During post-production, producer Joel Silver, screened the film to several studios, including Lionsgate and Sony Pictures. Warner Bros. Pictures handled distribution for the film, and it was released theatrically on 5 September 2008 in the UK and 10 October 2008 in the U.S.

==Reception==
===Critical response===
Critical reaction to the film has been mixed, with a 60% rating out of 147 reviews on the film review aggregator website Rotten Tomatoes, with an average rating of 5.98/10. The critical consensus states: "Mixed reviews for Guy Ritchie's return to his London-based cockney wideboy gangster movie roots, but most agree, it's a step in the right direction following two major turkeys." The website Metacritic, which compiles and then aggregates major film critics' reviews, gave the film a 53 out of 100, which is categorised as having mixed or average reviews.
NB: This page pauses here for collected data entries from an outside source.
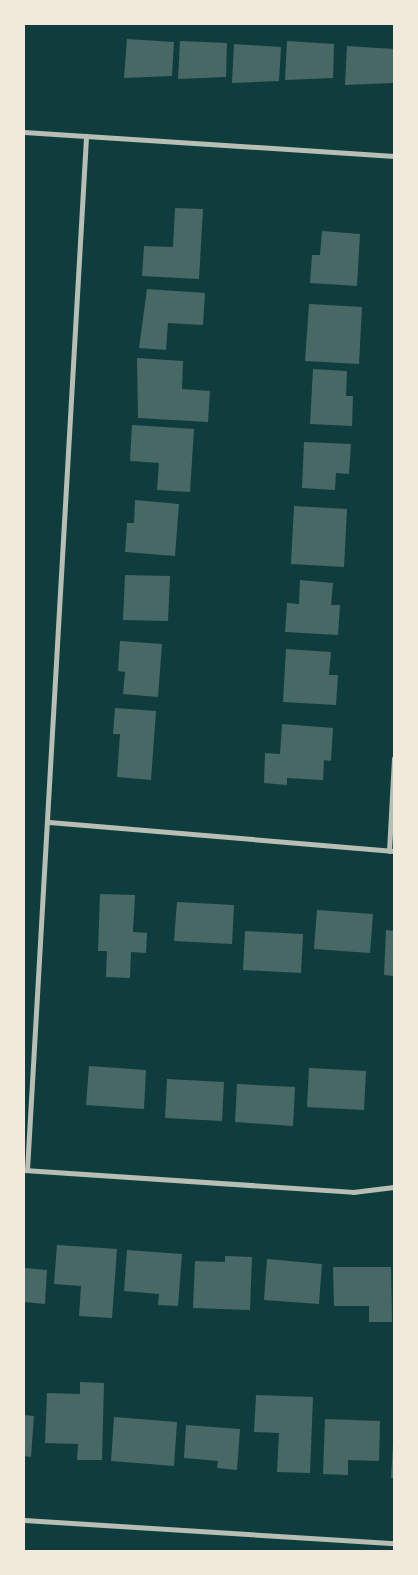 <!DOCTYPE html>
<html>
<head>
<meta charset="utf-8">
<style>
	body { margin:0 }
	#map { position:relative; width:418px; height:1575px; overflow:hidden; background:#0f3d3e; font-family:Helvetica,sans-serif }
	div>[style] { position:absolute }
	.building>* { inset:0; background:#486865 }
	.minor>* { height:5px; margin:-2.5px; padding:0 2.5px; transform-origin:2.5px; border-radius:2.5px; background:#b8beb3 }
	span { translate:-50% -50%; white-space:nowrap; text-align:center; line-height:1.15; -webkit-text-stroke:5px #f1e9da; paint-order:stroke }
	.frame { position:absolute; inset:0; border:25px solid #f1e9da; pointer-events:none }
</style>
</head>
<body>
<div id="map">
	<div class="building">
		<div style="clip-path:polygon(127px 39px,174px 42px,172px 76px,124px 78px)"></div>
		<div style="clip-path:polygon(180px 41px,227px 43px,226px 77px,178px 79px)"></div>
		<div style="clip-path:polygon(287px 41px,334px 44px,333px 78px,285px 80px)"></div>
		<div style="clip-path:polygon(234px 44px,281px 47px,279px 81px,232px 83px)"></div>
		<div style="clip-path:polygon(347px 46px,394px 49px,393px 83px,345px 85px)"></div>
		<div style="clip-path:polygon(175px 208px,203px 209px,199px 279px,142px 276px,144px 246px,173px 247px)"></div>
		<div style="clip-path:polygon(322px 231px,360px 234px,357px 286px,310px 283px,312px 255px,320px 255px)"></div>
		<div style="clip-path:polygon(147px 289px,205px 293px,203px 325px,168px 323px,166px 350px,139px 348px)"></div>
		<div style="clip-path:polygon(309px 304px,362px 307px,359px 364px,305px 361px)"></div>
		<div style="clip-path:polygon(137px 358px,183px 361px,182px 389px,210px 391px,208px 422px,138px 418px)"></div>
		<div style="clip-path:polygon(313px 369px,347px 371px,346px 396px,353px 396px,352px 426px,310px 424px)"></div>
		<div style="clip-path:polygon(132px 425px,194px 429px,190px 492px,157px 490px,159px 463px,130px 461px)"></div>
		<div style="clip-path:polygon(304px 442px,351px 444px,349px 474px,336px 473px,335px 490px,302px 488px)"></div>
		<div style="clip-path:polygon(135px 500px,179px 504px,175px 556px,125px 552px,127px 523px,134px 523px)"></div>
		<div style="clip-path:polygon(294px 506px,347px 509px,344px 567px,291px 564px)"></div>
		<div style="clip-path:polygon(125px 575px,170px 576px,168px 621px,123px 620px)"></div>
		<div style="clip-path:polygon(300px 580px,333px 583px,331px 605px,340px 605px,338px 635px,285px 632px,287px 603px,299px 604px)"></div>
		<div style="clip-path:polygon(120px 641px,162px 644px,158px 697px,123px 694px,125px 672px,118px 671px)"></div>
		<div style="clip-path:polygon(286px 649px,331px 652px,329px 675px,338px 675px,336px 705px,283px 702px)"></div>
		<div style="clip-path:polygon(115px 708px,156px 711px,151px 780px,117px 777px,120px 734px,113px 734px)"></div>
		<div style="clip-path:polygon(282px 724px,333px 728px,331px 761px,324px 760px,323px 780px,287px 778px,287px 785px,264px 783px,265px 753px,280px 754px)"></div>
		<div style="clip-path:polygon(100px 894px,135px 895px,133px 932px,147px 933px,146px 953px,131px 952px,130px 978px,106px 977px,107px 951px,98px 951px)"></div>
		<div style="clip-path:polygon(177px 902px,234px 905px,232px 944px,174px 941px)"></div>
		<div style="clip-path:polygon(317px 910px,373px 914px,370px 953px,314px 949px)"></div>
		<div style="clip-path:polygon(386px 930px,394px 931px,394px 976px,384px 975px)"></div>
		<div style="clip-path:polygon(245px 931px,303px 934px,301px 973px,243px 970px)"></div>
		<div style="clip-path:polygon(89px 1066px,146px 1070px,144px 1109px,86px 1105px)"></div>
		<div style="clip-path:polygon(309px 1068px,366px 1071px,364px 1110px,307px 1107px)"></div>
		<div style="clip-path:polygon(167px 1079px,224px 1082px,222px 1121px,165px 1118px)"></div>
		<div style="clip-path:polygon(237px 1084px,295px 1087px,293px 1126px,235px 1122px)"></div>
		<div style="clip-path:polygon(57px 1245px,117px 1249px,112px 1318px,79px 1316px,81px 1286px,54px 1284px)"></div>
		<div style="clip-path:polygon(127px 1250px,182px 1254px,178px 1306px,158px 1305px,159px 1294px,124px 1291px)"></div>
		<div style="clip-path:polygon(225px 1256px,252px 1257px,250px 1310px,193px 1308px,195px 1261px,225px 1262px)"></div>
		<div style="clip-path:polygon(267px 1259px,322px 1264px,319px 1304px,264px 1300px)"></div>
		<div style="clip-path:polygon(333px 1267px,391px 1267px,392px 1322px,369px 1322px,369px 1306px,334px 1306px)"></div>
		<div style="clip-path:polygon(24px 1268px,47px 1270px,45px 1304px,24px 1302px)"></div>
		<div style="clip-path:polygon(80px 1382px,104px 1383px,102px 1460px,77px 1460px,78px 1444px,45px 1443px,47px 1393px,80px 1394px)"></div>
		<div style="clip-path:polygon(256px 1395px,313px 1397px,310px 1473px,277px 1472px,279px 1433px,254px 1432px)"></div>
		<div style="clip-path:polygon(24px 1415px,34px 1416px,31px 1457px,24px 1456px)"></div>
		<div style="clip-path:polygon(114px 1417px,177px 1422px,174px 1466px,111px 1461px)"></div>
		<div style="clip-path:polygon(325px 1419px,380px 1421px,379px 1461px,348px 1460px,348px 1475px,323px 1474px)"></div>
		<div style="clip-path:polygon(186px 1425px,240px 1429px,237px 1470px,217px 1468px,218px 1461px,184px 1458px)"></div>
		<div style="clip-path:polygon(393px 1444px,394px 1444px,394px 1478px,391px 1478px)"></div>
	</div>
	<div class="minor">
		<div style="left:24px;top:132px;width:371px;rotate:3.7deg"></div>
		<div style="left:49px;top:822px;width:346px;rotate:4.8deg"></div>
		<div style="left:389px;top:851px;width:93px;rotate:-86.9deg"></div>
		<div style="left:24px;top:1170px;width:330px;rotate:3.8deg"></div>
		<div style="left:353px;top:1192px;width:41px;rotate:-7deg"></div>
		<div style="left:27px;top:1170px;width:1036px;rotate:-86.73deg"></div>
		<div style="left:24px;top:1520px;width:371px;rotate:3.6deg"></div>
	</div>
	<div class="frame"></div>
</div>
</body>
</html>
While the film's unoriginal themes were criticised, the script and direction, as well as the performances of Strong, Butler and Kebbell, were praised.

IGN gave the film a positive review with four out of five stars, saying "[Guy Ritchie is] hardly re-inventing the wheel with this movie, but RocknRolla is nonetheless a comedy thriller that is every bit as accomplished as his early work, and without doubt a witty, adrenaline-fuelled blast from start to finish". Roger Ebert gave the film three stars, stating that "It never slows down enough to be really good, and never speeds up enough to be the Bourne Mortgage Crisis, but there's one thing for sure: British actors love playing gangsters as much as American actors love playing cowboys, and it's always nice to see people having fun".

===Box office===
The film was No. 1 at the UK box office in its first week of release. The film took a total gross of US$25,739,015 worldwide, compared to US$83,000,000 for Snatch (2000), seeing a modest return on the film's US$18,000,000 budget.

==Soundtrack==

- United Kingdom edition
1. "Dialogue Clip: People Ask the Question" – Mark Strong
2. "I'm a Man" – Black Strobe
3. "Have Love, Will Travel" – The Sonics
4. "Dialogue Clip: No School Like the Old School" – Various Artists
5. "Bankrobber" – The Clash
6. "The Trip" – Kim Fowley
7. "Dialogue Clip: Slap Him!" – Various Artists
8. "Ruskies" – Steve Isles
9. "Outlaw" – War
10. "Waiting for a Train" – Flash and the Pan
11. "Dialogue Clip: Junkies" – Various Artists
12. "Rock & Roll Queen" – The Subways
13. "The Gun" – Lou Reed
14. "The Stomp" – The Hives
15. "We Had Love" – The Scientists
16. "Dialogue Clip: Sausage & Beans" – Various Artists
17. "Mirror in the Bathroom" – The Beat
18. "Funnel of Love" – Wanda Jackson
19. "Such a Fool" – 22-20s
20. "Dopilsya" – Sektor Gaza
21. "Negra Leono" – Miguelito Valdés

==Future==
Newton revealed that Ritchie stated that he hopes to extend RocknRolla into a trilogy, in the event that the film receives enough positive attention. At the end of the film there is a title card stating "Johnny, Archy and the Wild Bunch will be back in The Real RocknRolla". According to both the audio commentary and an interview with Ritchie, the second film has been written and is awaiting studio approval.

In a 2011 interview, promoting Sherlock Holmes: A Game of Shadows, when asked about a possible RocknRolla sequel, Ritchie said "You know, I've spent a lot of time thinking about it! I've written a script, I think it's a great script, and Joel [Silver] wants to pay for me to do it. But up until now we haven't had the time to do it. It's sitting there and we'd all like to do it, it's just a question of when we're going to fit it in. So we'll wait and see". He also mentioned that as long as Warner Bros. keeps throwing him "big movies like the Sherlock Holmes films and The Man from UNCLE, then it may not be happening soon".